BACKGROUND OF THE INVENTION

Sequence composition and harmonic properties are of emerging importance in the study of gene regulation. Islands of CpG dinucleotides are tightly associated with active sites of gene transcription as well as arbiters of gene repression via their DNA methylation status. In the field of genomic repeats, functionally important ones range from disease- causing triplet glutamine and alanine codon repeats to much larger repeat classes and transposable elements implicated in epigenetic and RNAi-mediated silencing. Therefore, as biological processes (especially epigenetic) continue to be explored, it will be increasingly important to have a tool that can systematically and comprehensively evaluate composition and harmonic properties of associated genomic sequences.

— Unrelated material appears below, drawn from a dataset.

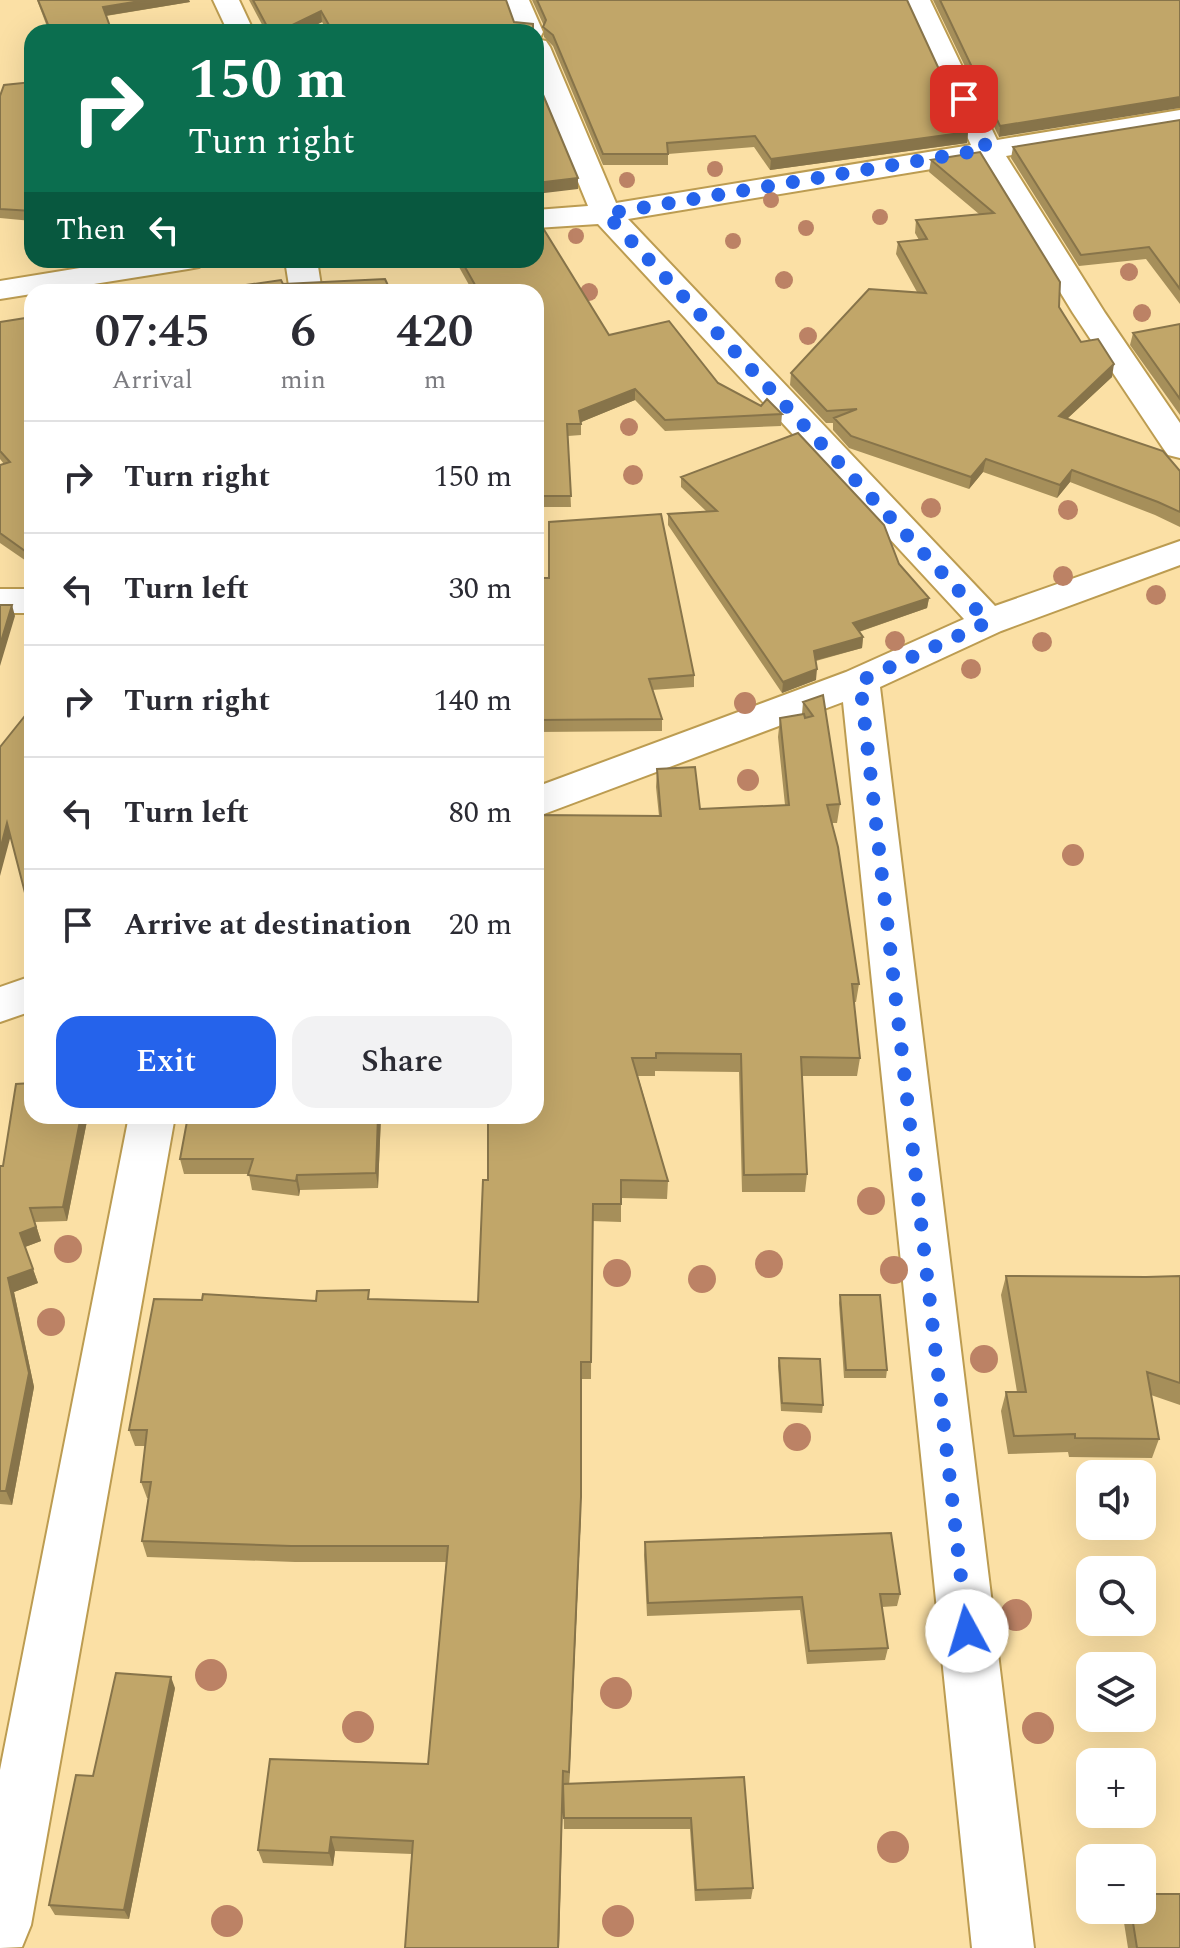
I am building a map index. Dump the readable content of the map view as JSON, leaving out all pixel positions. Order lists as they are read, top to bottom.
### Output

Spectral analysis is based on considering the occurrences of each nucleotide base in a DNA sequence as individual digital signals, cf. Benson et al. in Nucleic Acid Res. 18 (21), p. 6305-6310, and 18 (10), 3001-3006, 1990, for earlier references on this topic. Each of these four signals, i.e. A, T, C and G, is transformed into frequency space (k). The magnitude of a frequency component then reveals how strong a certain pattern of the nucleotide base is repeated at that frequency. A larger value usually indicates a stronger presence of the repetition.

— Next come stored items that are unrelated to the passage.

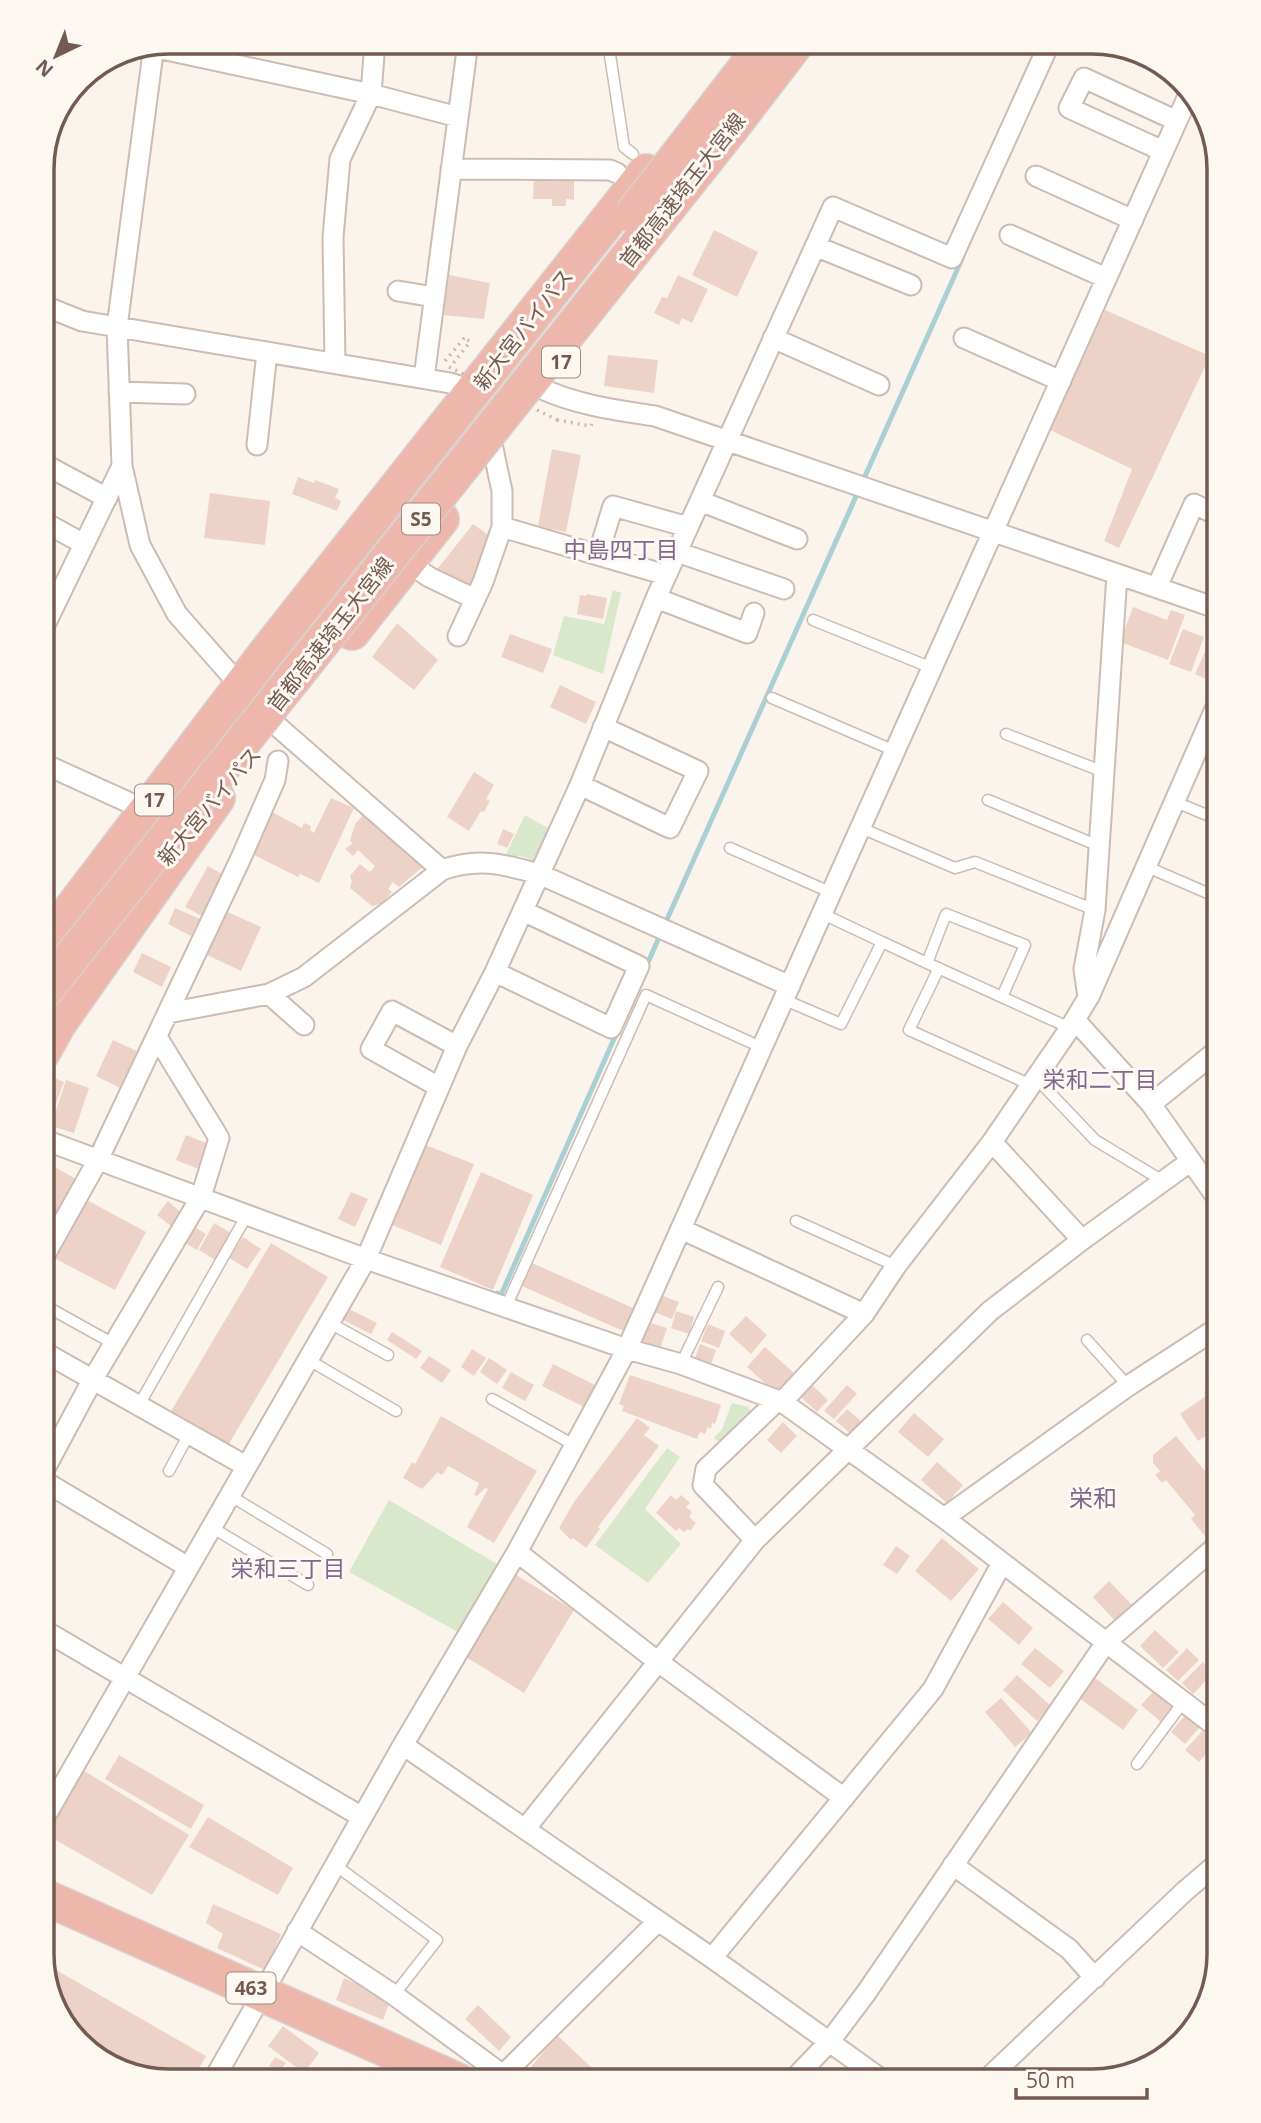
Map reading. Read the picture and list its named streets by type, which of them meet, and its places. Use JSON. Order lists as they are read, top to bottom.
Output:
{
  "streets": {
    "highway": [
      "首都高速埼玉大宮線",
      "新大宮バイパス",
      "17",
      "S5",
      "463"
    ]
  },
  "crossings": [
    ["新大宮バイパス", "17"]
  ],
  "districts": [
    "中島四丁目",
    "栄和二丁目",
    "栄和",
    "栄和三丁目"
  ],
  "scale_bar": "50 m",
  "north": "bottom left"
}
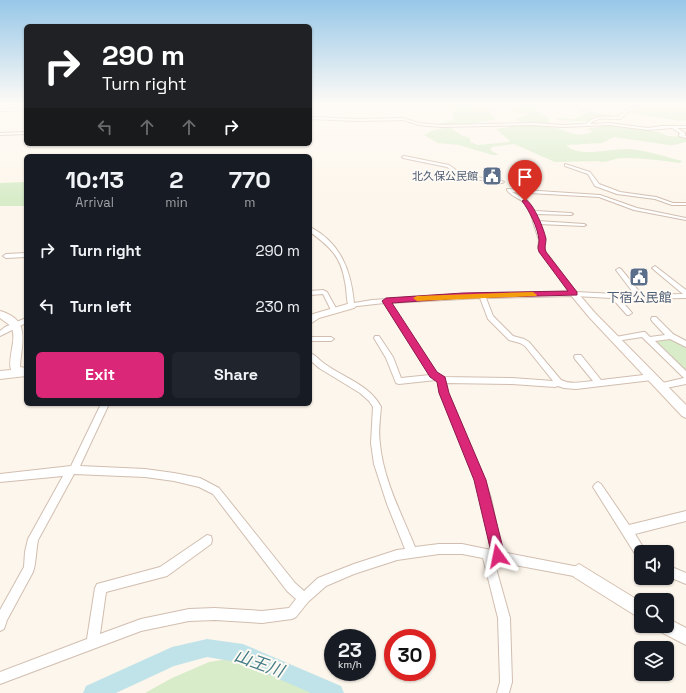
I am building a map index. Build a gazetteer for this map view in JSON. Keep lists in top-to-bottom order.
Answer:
{
  "water": ["山王川"],
  "places": {
    "public building": ["北久保公民館", "下宿公民館"]
  },
  "page": {
    "turn": ["290 m", "Turn right"],
    "eta": [
      "10:13",
      "Arrival",
      "2",
      "min",
      "770",
      "m"
    ],
    "list": [
      {
        "name": "Turn right",
        "value": "290 m"
      },
      {
        "name": "Turn left",
        "value": "230 m"
      }
    ],
    "buttons": ["Exit", "Share"],
    "speed": "23 km/h",
    "limit": "30"
  }
}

To improve the readability of the results, each nucleotide base is represented by a color and the frequency spectra of the four bases are combined and presented as a color spectrogram, cf. Anastassiou, "Frequency-domain analysis of bio molecular sequences," Bioinformatics, vol. 16, pp. 1073 - 1081, Dec. 2000. This results in a very powerful visualization tool for DNA analysis. The resultant pixel color thus shows the relative intensity of the four bases at a particular frequency. The representation of a DNA sequence as a color image allows patterns to be easily identified by visual inspection and automatic visual content analysis. An important advantage of performing DNA analysis in the spectral domain is that the N²-scaling of conventional sequence-to- sequence matching is avoided, N being the number nucleotide bases in the sequence. US 6,287,773 discloses e.g. a frequency domain based comparison method which scale as N log (N), which may very significantly lower the computational time for long sequences, e.g. longer than 10.000 nucleotide bases.

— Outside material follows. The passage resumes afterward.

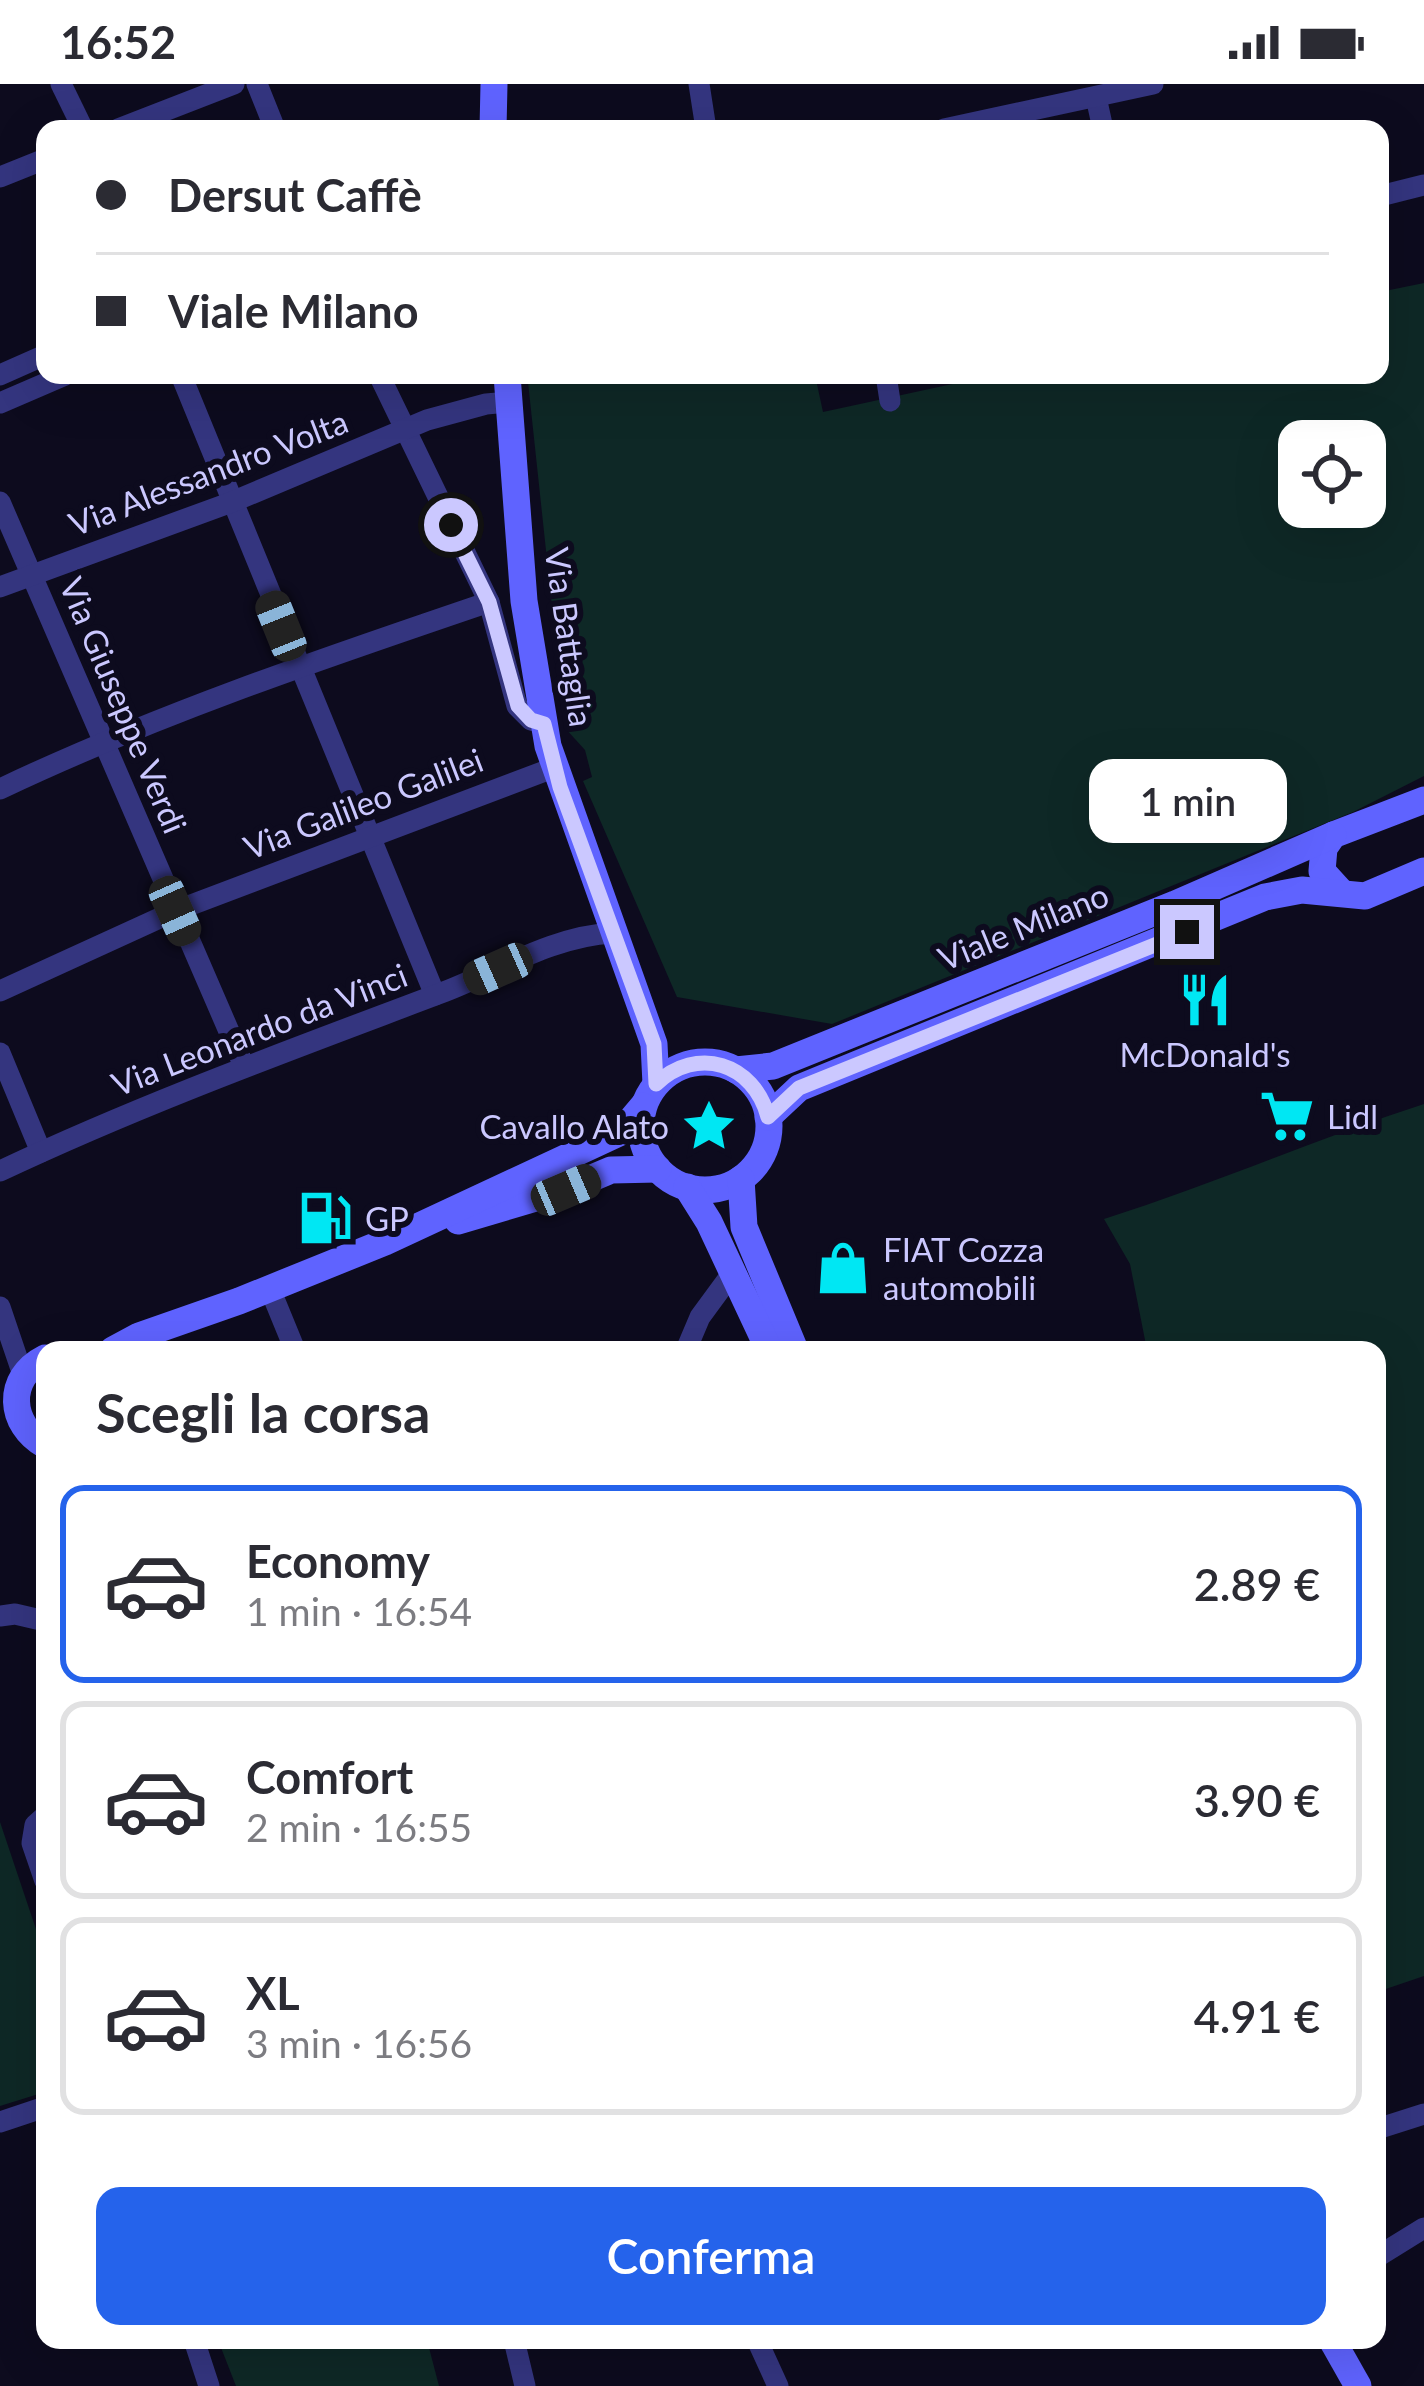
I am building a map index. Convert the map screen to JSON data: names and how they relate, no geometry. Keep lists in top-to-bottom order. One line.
{"streets":{"main road":["Via Battaglia","Viale Milano"],"street":["Via Alessandro Volta","Via Giuseppe Verdi","Via Galileo Galilei","Via Leonardo da Vinci"]},"crossings":[["Via Alessandro Volta","Via Battaglia"],["Via Alessandro Volta","Via Giuseppe Verdi"],["Via Battaglia","Via Galileo Galilei"],["Via Battaglia","Viale Milano"],["Via Battaglia","Via Leonardo da Vinci"],["Via Giuseppe Verdi","Via Galileo Galilei"],["Via Giuseppe Verdi","Via Leonardo da Vinci"]],"places":{"restaurant":["McDonald's"],"supermarket":["Lidl"],"place":["Cavallo Alato"],"fuel station":["GP"],"shop":["FIAT Cozza automobili"]},"page":{"status":"16:52","banner":["Dersut Caffè","Viale Milano"],"bubble":"1 min","heading":"Scegli la corsa","list":[{"name":"Economy","note":"1 min · 16:54","value":"2.89 €"},{"name":"Comfort","note":"2 min · 16:55","value":"3.90 €"},{"name":"XL","note":"3 min · 16:56","value":"4.91 €"}],"buttons":"Conferma"}}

However, a disadvantage with current visualizing methods for spectral analysis is the lack of genomic context. Thus, no information is provided as to what features were contained within those sequences resulting in the color spectrograms. Moreover, despite efforts up till now, a need still remains for systems and methods that facilitate expeditious visualization of genomic information. Also there remains a need for tools that can identify structurally or compositionally similar patterns that exhibit similar spectral properties. Such tools are to be contrasted with conventional sequence alignment tools that seek to align sequences in linear order or by nucleotide appearance.

Hence, an improved visualizing method would be advantageous, and in particular a more efficient and/or reliable method would be advantageous.

SUMMARY OF THE INVENTION

Accordingly, the invention preferably seeks to mitigate, alleviate or eliminate one or more of the above mentioned disadvantages singly or in any combination. In particular, it may be seen as an object of the present invention to provide a method that solves the above mentioned problems of the prior art with visualizing spectral DNA data.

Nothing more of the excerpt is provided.